2022 was a difficult year. Though sales percentages were up almost across the board in the grocery sector, retailers spent the year battling rampant inflation, frequent supplier price increases, rising energy costs, and numerous other economic challenges.
Staff felt the same pressure, resulting in increasing wage demands and a tight job market. And customers felt the pinch deeply, meaning retailers were forced to fight, wherever possible, to prevent passing additional costs on to consumers.
While many hoped 2022 would be a temporary aberration and acted reactively to adapt, the picture now is perhaps even more bleak. 2023 will be more difficult. Hedged rates on energy prices will expire, causing suppliers’ costs (and, in turn, prices) to multiply – to the point where additional costs to retail can no longer be readily absorbed.
Those same price hikes will affect the cost of running stores, putting a significant strain on bricks and mortar operations. Pressure is increasing, and the valves holding back consumer price increases will have to be opened at perhaps the worst possible time.
The state of the market 2023-25
Customer confidence is deemed to be at its lowest level for 50 years [GfK]. Mortgage pressures, expected interest rate rises, and the surrounding cost of living crisis are not going away quickly. Even when interest rates and price hikes settle, confidence will take time to rise again. The sad truth is the current crisis will not end in 2023, or even 2024.
Retailers must look forward, making sacrifices and significant operational alterations that can take them to 2025 and beyond. If they remain reactive, and their focus is trained solely on firefighting, it’s likely some may not survive.

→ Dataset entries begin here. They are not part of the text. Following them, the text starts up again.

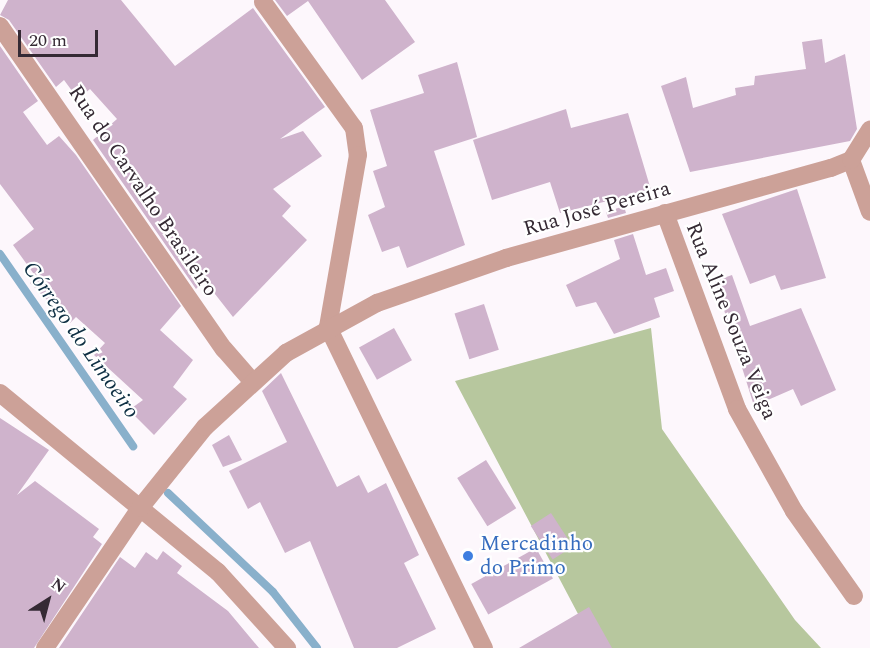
<!DOCTYPE html>
<html>
<head>
<meta charset="utf-8">
<style>
  body { margin:0 }
  #map { position:relative; width:870px; height:648px; overflow:hidden; background:#fdf7fc; font-family:Spectral,serif }
  div>[style] { position:absolute }
  [style*='--x'] { left:calc(var(--x)*1px); top:calc(var(--y)*1px); width:calc(var(--w)*1px); rotate:calc(var(--a)*1deg) }
  .forest>* { inset:0; background:#b7c79e }
  .stream>* { height:8px; margin:-4px; padding:0 4px; transform-origin:4px; border-radius:4px; background:#89b0cb }
  .building>* { inset:0; background:#cfb3cc; transform-origin:0 0 }
  .minor>* { height:18px; margin:-9px; padding:0 9px; transform-origin:9px; border-radius:9px; background:#cca198 }
  .dots>* { width:16px; height:16px; translate:-50% -50%; box-sizing:border-box; border:3px solid #fff; border-radius:50% }
  span { translate:-50% -50%; white-space:nowrap; text-align:center; line-height:1.15; -webkit-text-stroke:4.5px #fff; paint-order:stroke }
  .street-label { font-size:21px; color:#352a34 }
  .shop-label { font-size:21px; color:#366cbe }
  .left { translate:0 -50%; text-align:left }
  .water-label { font-size:22px; color:#0e2f43; font-style:italic }
  .north { position:absolute; left:18px; top:570px; width:60px; height:60px; -webkit-text-stroke:4px #fff; paint-order:stroke; rotate:36deg; font-size:16px; font-weight:700; line-height:24px; text-align:center; color:#352a34 }
  .north::after { content:''; display:block; margin:auto; width:21px; height:27px; background:#352a34; clip-path:polygon(50% 0,100% 100%,50% 72%,0 100%) }
  .scale { position:absolute; left:18px; top:30px; width:80px; height:27px; box-sizing:border-box; border:3px solid #352a34; border-top:0; padding-left:8px; font-size:18px; line-height:21px; white-space:nowrap; color:#352a34; -webkit-text-stroke:4px #fff; paint-order:stroke }
</style>
</head>
<body>
<div id="map">
  <div class="forest">
    <i style="clip-path:polygon(651px 328px,662px 429px,795px 620px,821px 648px,596px 648px,455px 381px)"></i>
  </div>
  <div class="stream">
    <i style="--x:0;--y:254;--w:234;--a:55.3"></i>
    <i style="--x:168;--y:493;--w:144;--a:43.3"></i>
    <i style="--x:273;--y:592;--w:71;--a:51.8"></i>
  </div>
  <div class="building">
    <i style="clip-path:polygon(8px 0,121px 0,175px 66px,253px 8px,325px 107px,280px 139px,303px 131px,322px 156px,273px 189px,291px 206px,282px 216px,307px 240px,233px 317px,204px 280px,196px 289px,93px 140px,117px 119px,90px 89px,78px 99px,64px 80px,56px 87px,9px 20px,0 15px)"></i>
    <i style="clip-path:polygon(275px 0,385px 0,415px 42px,362px 80px,308px 1px,287px 16px)"></i>
    <i style="clip-path:polygon(822px 39px,825px 63px,845px 54px,857px 129px,850px 141px,690px 172px,661px 86px,686px 77px,693px 108px,736px 95px,735px 88px,754px 85px,755px 76px,806px 69px,802px 42px)"></i>
    <i style="clip-path:polygon(0 46px,38px 101px,23px 112px,47px 145px,59px 136px,76px 155px,181px 306px,160px 330px,193px 360px,173px 387px,187px 399px,154px 435px,129px 410px,143px 400px,94px 355px,105px 343px,76px 317px,70px 323px,30px 283px,36px 277px,13px 245px,34px 229px,0 184px)"></i>
    <i style="clip-path:polygon(457px 62px,477px 137px,434px 151px,465px 245px,407px 268px,399px 246px,382px 252px,368px 215px,385px 207px,373px 171px,387px 166px,370px 110px,424px 93px,418px 75px)"></i>
    <i style="clip-path:polygon(566px 109px,571px 128px,628px 113px,651px 190px,560px 213px,550px 182px,492px 200px,473px 140px)"></i>
    <i style="clip-path:polygon(797px 189px,826px 278px,781px 290px,775px 275px,750px 284px,722px 214px)"></i>
    <i style="clip-path:polygon(624px 206px,626px 213px,608px 218px,606px 212px)"></i>
    <i style="clip-path:polygon(633px 234px,646px 275px,666px 268px,674px 291px,654px 298px,660px 317px,614px 334px,596px 302px,576px 307px,566px 285px,620px 259px,614px 240px)"></i>
    <i style="clip-path:polygon(732px 275px,750px 326px,801px 308px,836px 390px,801px 406px,793px 389px,754px 406px,715px 281px)"></i>
    <i style="left:484px;top:304px;width:48px;height:31px;rotate:72deg"></i>
    <i style="left:394px;top:328px;width:37px;height:40px;rotate:61deg"></i>
    <i style="clip-path:polygon(281px 373px,337px 487px,359px 475px,368px 493px,386px 483px,419px 555px,404px 563px,436px 629px,397px 648px,354px 648px,310px 541px,285px 553px,260px 502px,248px 509px,229px 471px,287px 442px,262px 391px)"></i>
    <i style="clip-path:polygon(0 418px,49px 450px,17px 495px,35px 481px,99px 529px,93px 537px,102px 544px,34px 648px,0 648px)"></i>
    <i style="clip-path:polygon(229px 435px,242px 460px,223px 467px,212px 445px)"></i>
    <i style="left:486px;top:460px;width:57px;height:34px;rotate:58deg"></i>
    <i style="left:551px;top:513px;width:40px;height:24px;rotate:57deg"></i>
    <i style="left:536px;top:548px;width:35px;height:74px;rotate:61deg"></i>
    <i style="clip-path:polygon(163px 551px,182px 566px,177px 573px,228px 611px,259px 648px,59px 648px,120px 557px,135px 568px,146px 552px,157px 560px)"></i>
    <i style="clip-path:polygon(589px 607px,612px 648px,519px 648px,567px 620px)"></i>
  </div>
  <div class="minor">
    <i style="--x:263;--y:2;--w:155;--a:54.2"></i>
    <i style="--x:354;--y:128;--w:27;--a:82"></i>
    <i style="--x:358;--y:155;--w:175;--a:99.9"></i>
    <i style="--x:0;--y:26;--w:393;--a:55.3"></i>
    <i style="--x:224;--y:349;--w:41;--a:48.9"></i>
    <i style="--x:851;--y:160;--w:55;--a:69.9"></i>
    <i style="--x:665;--y:213;--w:209;--a:69.8"></i>
    <i style="--x:737;--y:409;--w:117;--a:60.8"></i>
    <i style="--x:794;--y:511;--w:104;--a:54.8"></i>
    <i style="--x:328;--y:327;--w:357;--a:64.1"></i>
    <i style="--x:0;--y:393;--w:282;--a:39.4"></i>
    <i style="--x:218;--y:572;--w:103;--a:47.8"></i>
    <i style="--x:45;--y:648;--w:169;--a:-55.8"></i>
    <i style="--x:140;--y:508;--w:104;--a:-51.3"></i>
    <i style="--x:205;--y:427;--w:110;--a:-42.4"></i>
    <i style="--x:286;--y:353;--w:104;--a:-28.8"></i>
    <i style="--x:377;--y:303;--w:137;--a:-19.2"></i>
    <i style="--x:506;--y:258;--w:337;--a:-15.5"></i>
    <i style="--x:831;--y:168;--w:22;--a:-22"></i>
    <i style="--x:851;--y:160;--w:36;--a:-58"></i>
  </div>
  <div class="dots">
    <i style="left:468px;top:556px;background:#3f7fe0"></i>
  </div>
  <div class="street-label">
    <span style="left:143px;top:191px;rotate:56deg">Rua do Carvalho Brasileiro</span>
    <span style="left:597px;top:209px;rotate:-16deg">Rua José Pereira</span>
    <span style="left:731px;top:321px;rotate:68deg">Rua Aline Souza Veiga</span>
  </div>
  <div class="shop-label">
    <span class="left" style="left:480px;top:556px">Mercadinho<br>do Primo</span>
  </div>
  <div class="water-label">
    <span style="left:81px;top:340px;rotate:55deg">Córrego do Limoeiro</span>
  </div>
  <div class="north">N</div>
  <div class="scale">20 m</div>
</div>
</body>
</html>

This is how the retail landscape will look for years to come, and it will reshape the marketplace. For every retailer, large and small, the next few years represent more than a temporary inconvenience. Restructuring to meet increasing demand is a necessity that requires long-term strategic change in every pillar of the business.
Retailers must buy better, tighten logistics and distribution, improve selling tactics and market positioning, make their ‘go to’ market strategy fit the new norms, and all while building systems which allow them to be as agile and flexible as conditions demand.
Strategic thinking
There is a reason those businesses that operate in line with a deep discount business model are experiencing significant growth, averaging over 20% growth per annum. This growth goes beyond consumer demand for lower prices.
The discount business model that helped these companies find a foothold in the UK market during the economic downturn of the early 2000s has been accompanied by a gradual, but persistent, investment in their ‘go to’ market strategy, adapting their model to excel in these exact market conditions, in both price and customer experience.
Over time – not, notably, overnight – these deep discounters have worked to offer a wider range of products, higher quality goods, and stronger service. Long-term strategy has put them in a unique position, enabling them to compete with large, major supermarkets without sacrificing the core model that made them successful in the first place.
The typical response to tightening margins is to reduce investment, which makes logical sense on the surface. But slashing wildly at resources is a short-term fix with long-term ramifications. A company cut down to its bare bones will lose its ability to fight, and may also lose its attractiveness to customers.
The key, instead, is to consider the way the market is changing and invest whatever it takes to position the business to be effective in this changing retail landscape. The loss of market share during 2022 and 2023 to the deep discounters is probably lost forever.
Change management
Consumers are typically switching downmarket, steering away from premium brands in favour of lower-cost alternatives. They are making more frequent shopping trips but filling smaller baskets, as fluctuating prices meet a lack of awareness of how much they will safely be able to spend. Investing capital in positive change is the correct course of action. Done right, strategic restructuring will quickly earn that capital back, and keep the business on track to best serve its customers’ changing needs.
A broad overview is essential, though proper change management involves launching focused individual projects aimed at generating different ROIs across all aspects of the business.
Knowing precisely how the business operates from top to bottom is the key to implementing process redesigns, discovering new optimisations and efficiencies, spotting current and future trends, and implementing analytics and automation technology which will increase competitive advantage.
So, the outlook is, to put it bluntly, grim. All retailers must now make difficult decisions, and enter this process of considered, strategic change or face dire consequences. But this is not a time for throwing out one’s business model in a panic. Rather, retailers need to become leaner and smarter through forecasting, planning and better execution.
It seems glib to call this an opportunity, but that’s exactly what it is: if this crisis can be the catalyst that causes the business to intelligently refocus, optimise, and enter 2025 ready for what could potentially be a significant economic upturn, retailers who take heed will be glad they invested today and throughout 2023.